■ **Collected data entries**
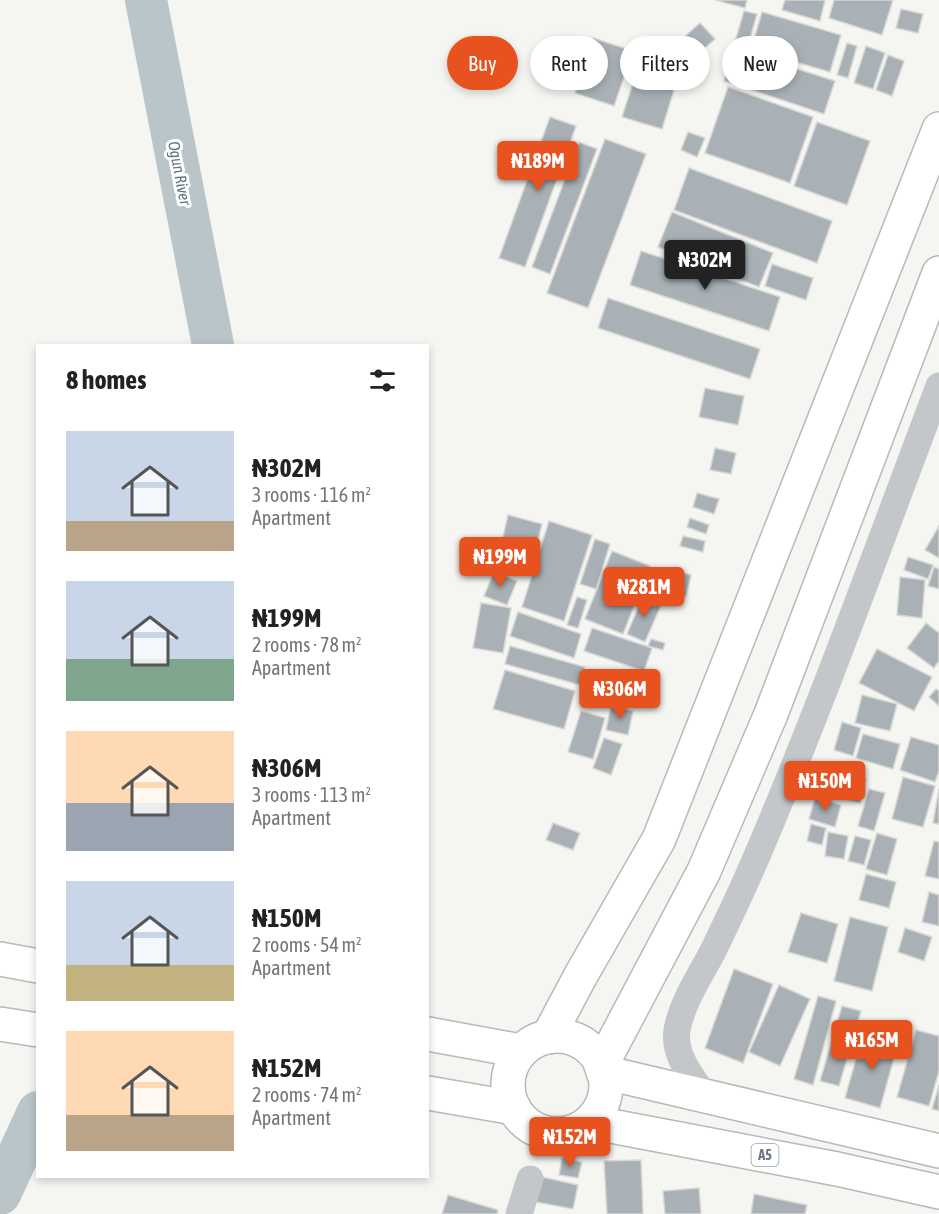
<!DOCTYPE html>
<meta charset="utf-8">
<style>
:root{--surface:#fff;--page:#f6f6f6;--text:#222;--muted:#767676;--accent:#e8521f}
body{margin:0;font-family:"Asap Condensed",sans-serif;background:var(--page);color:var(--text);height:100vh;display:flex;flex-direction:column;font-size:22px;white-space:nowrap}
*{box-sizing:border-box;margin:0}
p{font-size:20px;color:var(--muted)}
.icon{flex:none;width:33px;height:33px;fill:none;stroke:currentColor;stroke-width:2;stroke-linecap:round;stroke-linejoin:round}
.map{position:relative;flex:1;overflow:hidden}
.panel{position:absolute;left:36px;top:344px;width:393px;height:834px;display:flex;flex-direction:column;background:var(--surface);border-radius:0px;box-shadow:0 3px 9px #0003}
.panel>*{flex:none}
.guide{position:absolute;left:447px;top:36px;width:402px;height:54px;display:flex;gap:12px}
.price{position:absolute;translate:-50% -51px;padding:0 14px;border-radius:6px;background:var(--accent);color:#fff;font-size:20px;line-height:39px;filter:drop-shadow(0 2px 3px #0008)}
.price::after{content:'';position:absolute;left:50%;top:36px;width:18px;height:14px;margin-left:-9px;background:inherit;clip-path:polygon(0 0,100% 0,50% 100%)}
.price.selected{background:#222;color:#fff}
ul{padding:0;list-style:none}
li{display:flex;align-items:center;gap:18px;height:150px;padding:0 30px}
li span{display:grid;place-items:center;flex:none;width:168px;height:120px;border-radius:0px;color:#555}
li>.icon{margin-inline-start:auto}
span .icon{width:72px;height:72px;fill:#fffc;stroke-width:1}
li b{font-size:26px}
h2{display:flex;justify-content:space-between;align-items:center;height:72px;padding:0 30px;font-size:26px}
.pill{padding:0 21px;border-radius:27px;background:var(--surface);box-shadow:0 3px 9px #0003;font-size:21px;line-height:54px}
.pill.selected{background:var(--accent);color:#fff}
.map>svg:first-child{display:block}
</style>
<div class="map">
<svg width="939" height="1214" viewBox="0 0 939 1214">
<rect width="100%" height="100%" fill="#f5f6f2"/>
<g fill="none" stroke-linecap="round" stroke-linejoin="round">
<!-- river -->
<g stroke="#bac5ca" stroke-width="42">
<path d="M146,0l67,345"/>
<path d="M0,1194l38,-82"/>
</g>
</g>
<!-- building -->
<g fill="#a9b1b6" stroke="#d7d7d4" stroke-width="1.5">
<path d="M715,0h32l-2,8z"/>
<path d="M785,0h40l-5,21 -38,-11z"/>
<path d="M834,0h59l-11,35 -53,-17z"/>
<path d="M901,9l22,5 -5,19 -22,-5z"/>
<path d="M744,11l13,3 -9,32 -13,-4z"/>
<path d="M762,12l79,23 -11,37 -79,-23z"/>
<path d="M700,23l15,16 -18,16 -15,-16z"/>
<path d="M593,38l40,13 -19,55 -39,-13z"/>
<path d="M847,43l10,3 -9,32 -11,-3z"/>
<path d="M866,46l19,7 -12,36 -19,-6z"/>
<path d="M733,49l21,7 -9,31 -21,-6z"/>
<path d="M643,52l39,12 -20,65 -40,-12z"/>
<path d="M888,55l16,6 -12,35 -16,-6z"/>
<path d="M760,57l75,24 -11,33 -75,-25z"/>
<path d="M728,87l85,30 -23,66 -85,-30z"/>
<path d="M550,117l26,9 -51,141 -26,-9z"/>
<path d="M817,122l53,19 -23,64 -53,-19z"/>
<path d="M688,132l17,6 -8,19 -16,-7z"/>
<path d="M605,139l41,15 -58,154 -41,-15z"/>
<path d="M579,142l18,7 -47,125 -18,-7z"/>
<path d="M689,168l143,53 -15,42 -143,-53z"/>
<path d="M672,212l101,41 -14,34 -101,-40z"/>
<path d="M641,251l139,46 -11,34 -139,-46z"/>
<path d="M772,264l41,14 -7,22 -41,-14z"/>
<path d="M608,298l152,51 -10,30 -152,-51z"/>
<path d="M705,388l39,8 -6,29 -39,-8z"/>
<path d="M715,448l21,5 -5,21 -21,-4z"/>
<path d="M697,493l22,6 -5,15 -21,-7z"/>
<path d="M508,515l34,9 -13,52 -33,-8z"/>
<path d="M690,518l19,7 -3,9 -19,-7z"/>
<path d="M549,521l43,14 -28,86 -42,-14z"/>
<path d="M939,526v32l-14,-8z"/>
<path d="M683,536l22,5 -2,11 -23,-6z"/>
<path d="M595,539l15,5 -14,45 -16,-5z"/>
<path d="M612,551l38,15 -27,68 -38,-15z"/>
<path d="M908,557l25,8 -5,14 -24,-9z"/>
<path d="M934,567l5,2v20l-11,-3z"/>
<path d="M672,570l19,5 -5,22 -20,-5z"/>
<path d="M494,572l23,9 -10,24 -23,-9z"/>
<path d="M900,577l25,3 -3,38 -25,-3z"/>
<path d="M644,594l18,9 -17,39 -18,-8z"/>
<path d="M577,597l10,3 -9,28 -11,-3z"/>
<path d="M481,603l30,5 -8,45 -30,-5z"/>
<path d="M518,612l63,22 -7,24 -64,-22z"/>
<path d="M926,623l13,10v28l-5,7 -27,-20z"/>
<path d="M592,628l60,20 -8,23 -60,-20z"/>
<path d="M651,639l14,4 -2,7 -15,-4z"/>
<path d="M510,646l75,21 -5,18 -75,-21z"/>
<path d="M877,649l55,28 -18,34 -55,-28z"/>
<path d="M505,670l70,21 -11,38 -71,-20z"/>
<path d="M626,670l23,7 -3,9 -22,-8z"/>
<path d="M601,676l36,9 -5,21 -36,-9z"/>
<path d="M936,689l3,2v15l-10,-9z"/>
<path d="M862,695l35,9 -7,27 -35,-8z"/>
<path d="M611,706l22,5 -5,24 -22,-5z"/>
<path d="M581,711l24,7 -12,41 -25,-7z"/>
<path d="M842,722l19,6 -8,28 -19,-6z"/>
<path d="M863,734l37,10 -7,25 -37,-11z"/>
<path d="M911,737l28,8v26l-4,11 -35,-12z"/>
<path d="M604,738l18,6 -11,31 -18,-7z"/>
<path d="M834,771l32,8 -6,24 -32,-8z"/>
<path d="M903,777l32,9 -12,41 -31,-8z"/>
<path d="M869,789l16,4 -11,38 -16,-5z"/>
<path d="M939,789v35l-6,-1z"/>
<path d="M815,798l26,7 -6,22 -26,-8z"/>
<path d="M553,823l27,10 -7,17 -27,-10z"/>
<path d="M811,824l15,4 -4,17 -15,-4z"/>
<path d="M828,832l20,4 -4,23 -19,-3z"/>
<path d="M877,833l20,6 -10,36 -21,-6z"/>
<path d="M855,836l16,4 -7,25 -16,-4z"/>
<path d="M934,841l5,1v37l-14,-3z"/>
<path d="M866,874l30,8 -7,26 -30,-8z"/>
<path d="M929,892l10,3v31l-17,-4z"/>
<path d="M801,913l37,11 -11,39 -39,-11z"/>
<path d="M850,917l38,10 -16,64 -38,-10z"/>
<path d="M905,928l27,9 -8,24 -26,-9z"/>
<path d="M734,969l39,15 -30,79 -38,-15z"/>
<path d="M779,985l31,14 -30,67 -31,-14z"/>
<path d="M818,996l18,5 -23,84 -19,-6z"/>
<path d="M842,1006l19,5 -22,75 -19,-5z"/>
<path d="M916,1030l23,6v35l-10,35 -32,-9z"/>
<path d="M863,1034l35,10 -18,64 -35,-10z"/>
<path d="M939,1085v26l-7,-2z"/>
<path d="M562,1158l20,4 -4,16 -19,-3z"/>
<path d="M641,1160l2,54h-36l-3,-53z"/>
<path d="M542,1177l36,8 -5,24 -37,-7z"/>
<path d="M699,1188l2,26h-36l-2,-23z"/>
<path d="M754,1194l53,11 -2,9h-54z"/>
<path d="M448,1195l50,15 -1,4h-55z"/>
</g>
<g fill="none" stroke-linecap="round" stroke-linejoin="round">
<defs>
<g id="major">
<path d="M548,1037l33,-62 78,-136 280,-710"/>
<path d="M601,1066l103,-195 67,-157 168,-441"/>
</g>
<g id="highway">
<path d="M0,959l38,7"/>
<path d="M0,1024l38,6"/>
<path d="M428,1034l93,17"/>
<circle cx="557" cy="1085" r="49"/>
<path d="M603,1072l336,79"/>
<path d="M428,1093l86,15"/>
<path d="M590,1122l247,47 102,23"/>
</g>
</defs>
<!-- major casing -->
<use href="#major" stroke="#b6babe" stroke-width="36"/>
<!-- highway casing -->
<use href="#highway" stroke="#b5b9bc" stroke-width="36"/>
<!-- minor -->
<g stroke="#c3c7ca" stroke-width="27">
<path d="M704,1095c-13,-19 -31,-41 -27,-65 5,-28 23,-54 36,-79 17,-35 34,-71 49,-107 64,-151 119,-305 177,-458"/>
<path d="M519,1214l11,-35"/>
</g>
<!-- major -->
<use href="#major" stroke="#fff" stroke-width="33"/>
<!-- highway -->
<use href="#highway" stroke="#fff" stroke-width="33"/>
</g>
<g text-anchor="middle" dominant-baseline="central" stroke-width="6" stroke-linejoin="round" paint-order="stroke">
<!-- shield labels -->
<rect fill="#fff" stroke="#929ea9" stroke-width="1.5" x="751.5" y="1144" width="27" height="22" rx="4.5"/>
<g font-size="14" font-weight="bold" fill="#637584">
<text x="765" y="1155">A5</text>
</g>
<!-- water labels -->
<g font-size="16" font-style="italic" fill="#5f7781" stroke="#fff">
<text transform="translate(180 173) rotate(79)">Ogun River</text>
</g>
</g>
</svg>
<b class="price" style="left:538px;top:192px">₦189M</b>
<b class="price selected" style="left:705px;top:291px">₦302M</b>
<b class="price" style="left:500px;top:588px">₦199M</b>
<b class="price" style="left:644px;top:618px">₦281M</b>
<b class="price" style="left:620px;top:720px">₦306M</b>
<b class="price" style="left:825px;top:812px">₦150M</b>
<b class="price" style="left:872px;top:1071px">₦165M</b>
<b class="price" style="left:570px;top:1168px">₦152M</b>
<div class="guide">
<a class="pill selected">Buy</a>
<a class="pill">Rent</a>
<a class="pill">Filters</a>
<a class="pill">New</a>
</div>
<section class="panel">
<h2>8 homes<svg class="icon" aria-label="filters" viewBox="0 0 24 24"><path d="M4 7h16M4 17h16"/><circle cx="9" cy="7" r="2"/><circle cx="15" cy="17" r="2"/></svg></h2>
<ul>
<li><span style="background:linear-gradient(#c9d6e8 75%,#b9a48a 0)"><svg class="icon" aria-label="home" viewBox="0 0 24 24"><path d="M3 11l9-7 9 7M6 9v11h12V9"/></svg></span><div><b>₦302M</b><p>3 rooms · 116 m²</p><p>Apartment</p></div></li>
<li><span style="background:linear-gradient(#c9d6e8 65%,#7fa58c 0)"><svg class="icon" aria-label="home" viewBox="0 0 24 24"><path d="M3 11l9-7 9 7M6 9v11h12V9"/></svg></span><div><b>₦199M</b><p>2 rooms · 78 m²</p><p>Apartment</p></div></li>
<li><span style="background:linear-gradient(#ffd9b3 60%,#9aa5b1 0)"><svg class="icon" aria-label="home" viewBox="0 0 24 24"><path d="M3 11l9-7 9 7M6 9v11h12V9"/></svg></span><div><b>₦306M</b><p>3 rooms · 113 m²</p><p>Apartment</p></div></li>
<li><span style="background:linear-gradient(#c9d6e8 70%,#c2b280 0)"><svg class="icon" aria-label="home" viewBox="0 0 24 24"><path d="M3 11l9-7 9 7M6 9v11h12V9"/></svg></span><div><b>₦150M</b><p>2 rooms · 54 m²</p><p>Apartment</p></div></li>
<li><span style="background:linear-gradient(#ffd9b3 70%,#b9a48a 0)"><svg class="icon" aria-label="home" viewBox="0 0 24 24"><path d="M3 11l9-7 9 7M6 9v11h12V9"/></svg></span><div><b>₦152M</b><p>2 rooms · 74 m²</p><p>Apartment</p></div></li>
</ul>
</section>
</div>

■ **Task instructions**
Wherever the string "direction" appears in the records, copy the whole line.

■ **Expected output**
body{margin:0;font-family:"Asap Condensed",sans-serif;background:var(--page);color:var(--text);height:100vh;display:flex;flex-direction:column;font-size:22px;white-space:nowrap}
.panel{position:absolute;left:36px;top:344px;width:393px;height:834px;display:flex;flex-direction:column;background:var(--surface);border-radius:0px;box-shadow:0 3px 9px #0003}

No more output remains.